**TASK TO COMPLETE**:
Report, in full, each line of the material below in which the string "Walnut" occurs.

[GIVEN RECORDS — start]

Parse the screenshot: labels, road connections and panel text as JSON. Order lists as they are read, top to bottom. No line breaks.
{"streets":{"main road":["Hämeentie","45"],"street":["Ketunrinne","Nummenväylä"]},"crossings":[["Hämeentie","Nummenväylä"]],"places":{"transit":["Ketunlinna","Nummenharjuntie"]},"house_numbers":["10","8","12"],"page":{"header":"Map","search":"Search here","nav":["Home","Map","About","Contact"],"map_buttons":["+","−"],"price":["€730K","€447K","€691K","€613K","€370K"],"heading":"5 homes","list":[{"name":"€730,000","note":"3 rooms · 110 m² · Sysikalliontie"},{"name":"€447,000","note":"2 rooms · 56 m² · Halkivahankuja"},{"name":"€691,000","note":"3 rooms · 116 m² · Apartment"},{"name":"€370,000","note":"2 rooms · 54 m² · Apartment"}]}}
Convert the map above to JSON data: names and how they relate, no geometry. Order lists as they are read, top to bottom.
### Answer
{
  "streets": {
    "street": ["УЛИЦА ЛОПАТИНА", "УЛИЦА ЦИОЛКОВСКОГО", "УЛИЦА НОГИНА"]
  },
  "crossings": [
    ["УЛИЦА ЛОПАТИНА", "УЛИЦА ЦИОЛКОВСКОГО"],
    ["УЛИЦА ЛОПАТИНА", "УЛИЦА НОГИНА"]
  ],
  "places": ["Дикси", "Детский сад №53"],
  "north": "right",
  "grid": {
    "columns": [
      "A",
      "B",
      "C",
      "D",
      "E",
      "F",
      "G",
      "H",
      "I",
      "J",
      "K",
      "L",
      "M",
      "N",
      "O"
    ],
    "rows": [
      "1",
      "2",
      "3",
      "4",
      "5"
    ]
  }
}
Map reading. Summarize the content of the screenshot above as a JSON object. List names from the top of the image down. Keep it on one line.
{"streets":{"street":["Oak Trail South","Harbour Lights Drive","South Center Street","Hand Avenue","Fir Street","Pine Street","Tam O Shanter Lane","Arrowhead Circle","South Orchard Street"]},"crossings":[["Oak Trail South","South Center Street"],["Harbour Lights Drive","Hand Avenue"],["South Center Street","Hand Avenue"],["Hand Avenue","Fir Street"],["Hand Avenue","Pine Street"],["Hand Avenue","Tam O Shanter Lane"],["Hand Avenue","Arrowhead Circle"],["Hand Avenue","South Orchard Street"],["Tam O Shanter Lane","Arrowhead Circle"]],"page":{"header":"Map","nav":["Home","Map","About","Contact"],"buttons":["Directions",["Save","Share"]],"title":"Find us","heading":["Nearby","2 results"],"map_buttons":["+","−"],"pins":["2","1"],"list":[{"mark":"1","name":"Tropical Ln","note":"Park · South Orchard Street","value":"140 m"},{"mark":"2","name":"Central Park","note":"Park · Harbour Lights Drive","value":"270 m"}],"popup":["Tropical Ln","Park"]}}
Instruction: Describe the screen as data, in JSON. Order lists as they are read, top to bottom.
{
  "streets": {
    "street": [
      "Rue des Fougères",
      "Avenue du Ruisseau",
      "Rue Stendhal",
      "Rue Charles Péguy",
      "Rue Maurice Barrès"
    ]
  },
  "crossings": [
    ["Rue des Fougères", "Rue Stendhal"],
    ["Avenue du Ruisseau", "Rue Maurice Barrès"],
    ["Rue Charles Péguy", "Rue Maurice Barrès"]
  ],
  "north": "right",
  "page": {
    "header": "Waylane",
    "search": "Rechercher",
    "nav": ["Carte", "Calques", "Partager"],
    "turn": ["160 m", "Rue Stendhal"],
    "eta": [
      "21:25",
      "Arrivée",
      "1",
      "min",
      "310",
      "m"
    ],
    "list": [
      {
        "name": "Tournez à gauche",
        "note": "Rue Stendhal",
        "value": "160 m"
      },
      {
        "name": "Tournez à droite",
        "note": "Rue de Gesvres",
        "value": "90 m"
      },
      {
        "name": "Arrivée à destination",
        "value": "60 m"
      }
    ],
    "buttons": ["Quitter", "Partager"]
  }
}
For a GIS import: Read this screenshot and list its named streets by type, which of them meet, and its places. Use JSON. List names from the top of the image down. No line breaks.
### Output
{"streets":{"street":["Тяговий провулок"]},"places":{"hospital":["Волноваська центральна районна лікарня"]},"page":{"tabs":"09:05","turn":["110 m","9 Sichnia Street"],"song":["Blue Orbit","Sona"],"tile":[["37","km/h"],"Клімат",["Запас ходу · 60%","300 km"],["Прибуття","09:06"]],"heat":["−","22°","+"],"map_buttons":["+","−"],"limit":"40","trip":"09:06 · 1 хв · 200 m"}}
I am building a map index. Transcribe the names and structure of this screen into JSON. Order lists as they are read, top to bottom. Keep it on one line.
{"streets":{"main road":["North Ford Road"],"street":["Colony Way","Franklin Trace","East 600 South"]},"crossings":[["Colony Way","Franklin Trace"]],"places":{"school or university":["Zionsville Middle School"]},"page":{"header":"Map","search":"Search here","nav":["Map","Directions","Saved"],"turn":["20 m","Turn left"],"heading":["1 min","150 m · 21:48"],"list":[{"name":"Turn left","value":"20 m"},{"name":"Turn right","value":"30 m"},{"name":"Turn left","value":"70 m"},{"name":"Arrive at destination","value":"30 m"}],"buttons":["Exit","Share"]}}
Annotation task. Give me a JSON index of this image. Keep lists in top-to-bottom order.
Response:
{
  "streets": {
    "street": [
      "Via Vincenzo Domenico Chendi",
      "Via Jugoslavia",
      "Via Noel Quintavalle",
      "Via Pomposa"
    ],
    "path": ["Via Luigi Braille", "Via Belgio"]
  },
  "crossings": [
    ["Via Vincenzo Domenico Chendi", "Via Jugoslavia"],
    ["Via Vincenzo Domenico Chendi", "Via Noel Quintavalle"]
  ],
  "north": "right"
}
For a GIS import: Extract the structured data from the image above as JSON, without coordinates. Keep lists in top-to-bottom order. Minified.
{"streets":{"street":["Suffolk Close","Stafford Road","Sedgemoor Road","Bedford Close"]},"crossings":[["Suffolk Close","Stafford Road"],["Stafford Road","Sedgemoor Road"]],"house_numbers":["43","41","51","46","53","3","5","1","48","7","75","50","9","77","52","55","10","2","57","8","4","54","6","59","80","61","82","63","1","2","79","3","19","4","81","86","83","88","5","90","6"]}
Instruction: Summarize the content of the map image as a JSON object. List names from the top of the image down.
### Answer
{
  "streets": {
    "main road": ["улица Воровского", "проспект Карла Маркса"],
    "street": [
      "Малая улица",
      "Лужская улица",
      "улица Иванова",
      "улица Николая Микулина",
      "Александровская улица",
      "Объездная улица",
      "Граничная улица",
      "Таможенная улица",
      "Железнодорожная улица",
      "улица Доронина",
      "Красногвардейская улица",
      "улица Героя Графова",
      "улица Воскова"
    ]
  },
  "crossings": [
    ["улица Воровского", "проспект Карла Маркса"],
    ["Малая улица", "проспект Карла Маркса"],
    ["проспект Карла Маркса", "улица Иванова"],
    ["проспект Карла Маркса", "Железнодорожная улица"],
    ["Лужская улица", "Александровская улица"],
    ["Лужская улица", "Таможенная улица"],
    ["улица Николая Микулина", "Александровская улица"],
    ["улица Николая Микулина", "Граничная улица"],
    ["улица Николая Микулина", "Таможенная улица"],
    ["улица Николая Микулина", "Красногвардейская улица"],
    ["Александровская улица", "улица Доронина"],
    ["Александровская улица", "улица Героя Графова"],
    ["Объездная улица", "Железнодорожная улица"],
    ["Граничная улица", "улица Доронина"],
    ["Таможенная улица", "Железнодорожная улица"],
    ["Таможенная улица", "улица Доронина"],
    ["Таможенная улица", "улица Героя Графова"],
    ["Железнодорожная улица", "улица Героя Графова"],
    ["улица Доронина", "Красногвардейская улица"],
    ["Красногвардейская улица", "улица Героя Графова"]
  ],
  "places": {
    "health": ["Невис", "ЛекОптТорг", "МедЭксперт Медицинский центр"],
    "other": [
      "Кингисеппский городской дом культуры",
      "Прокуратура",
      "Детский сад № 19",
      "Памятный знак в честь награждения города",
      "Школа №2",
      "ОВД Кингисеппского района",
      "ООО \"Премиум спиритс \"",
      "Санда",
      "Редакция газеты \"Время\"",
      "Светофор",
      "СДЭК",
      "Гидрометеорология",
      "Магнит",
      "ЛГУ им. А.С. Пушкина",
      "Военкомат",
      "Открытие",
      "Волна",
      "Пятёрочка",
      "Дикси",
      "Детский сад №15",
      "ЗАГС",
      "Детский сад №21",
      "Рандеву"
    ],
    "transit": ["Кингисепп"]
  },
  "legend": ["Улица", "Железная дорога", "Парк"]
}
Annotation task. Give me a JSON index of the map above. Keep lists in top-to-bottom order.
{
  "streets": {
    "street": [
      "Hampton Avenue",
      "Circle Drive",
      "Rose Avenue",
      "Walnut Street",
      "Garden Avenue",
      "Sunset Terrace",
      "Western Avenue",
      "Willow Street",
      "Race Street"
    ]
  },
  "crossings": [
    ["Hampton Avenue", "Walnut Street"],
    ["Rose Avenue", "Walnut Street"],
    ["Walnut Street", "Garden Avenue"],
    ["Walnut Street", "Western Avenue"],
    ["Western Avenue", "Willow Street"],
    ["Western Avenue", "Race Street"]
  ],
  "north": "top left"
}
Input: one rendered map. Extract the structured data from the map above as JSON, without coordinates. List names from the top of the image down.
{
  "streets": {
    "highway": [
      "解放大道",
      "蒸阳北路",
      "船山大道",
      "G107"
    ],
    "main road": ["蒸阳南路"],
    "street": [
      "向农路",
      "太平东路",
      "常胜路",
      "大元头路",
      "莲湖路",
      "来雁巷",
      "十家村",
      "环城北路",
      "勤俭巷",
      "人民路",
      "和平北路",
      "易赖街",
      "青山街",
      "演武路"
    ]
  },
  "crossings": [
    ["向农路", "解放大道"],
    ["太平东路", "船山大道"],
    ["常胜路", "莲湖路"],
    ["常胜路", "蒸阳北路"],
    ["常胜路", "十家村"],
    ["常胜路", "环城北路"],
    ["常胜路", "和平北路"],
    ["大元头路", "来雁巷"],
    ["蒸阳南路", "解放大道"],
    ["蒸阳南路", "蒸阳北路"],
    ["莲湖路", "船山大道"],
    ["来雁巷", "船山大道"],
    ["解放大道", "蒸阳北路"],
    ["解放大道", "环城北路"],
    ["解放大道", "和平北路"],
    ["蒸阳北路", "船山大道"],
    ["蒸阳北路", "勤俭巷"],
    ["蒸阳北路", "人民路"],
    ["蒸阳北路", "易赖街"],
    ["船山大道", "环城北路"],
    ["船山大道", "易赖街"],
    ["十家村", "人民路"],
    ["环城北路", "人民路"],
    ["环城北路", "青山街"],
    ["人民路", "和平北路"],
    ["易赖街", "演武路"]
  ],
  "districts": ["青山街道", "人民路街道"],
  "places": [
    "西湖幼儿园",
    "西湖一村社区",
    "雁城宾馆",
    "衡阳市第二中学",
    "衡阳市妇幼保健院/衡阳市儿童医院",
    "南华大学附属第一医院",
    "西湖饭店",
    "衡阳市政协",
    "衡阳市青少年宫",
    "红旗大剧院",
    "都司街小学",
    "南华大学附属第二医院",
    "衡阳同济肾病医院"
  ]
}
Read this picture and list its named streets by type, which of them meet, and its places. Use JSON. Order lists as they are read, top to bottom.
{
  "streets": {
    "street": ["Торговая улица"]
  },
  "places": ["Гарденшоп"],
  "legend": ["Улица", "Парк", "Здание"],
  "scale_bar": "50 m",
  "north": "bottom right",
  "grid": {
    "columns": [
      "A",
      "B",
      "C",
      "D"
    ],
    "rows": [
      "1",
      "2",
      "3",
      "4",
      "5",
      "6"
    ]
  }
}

[GIVEN RECORDS — finish]

**SOLUTION**:
      "Walnut Street",
    ["Hampton Avenue", "Walnut Street"],
    ["Rose Avenue", "Walnut Street"],
    ["Walnut Street", "Garden Avenue"],
    ["Walnut Street", "Western Avenue"],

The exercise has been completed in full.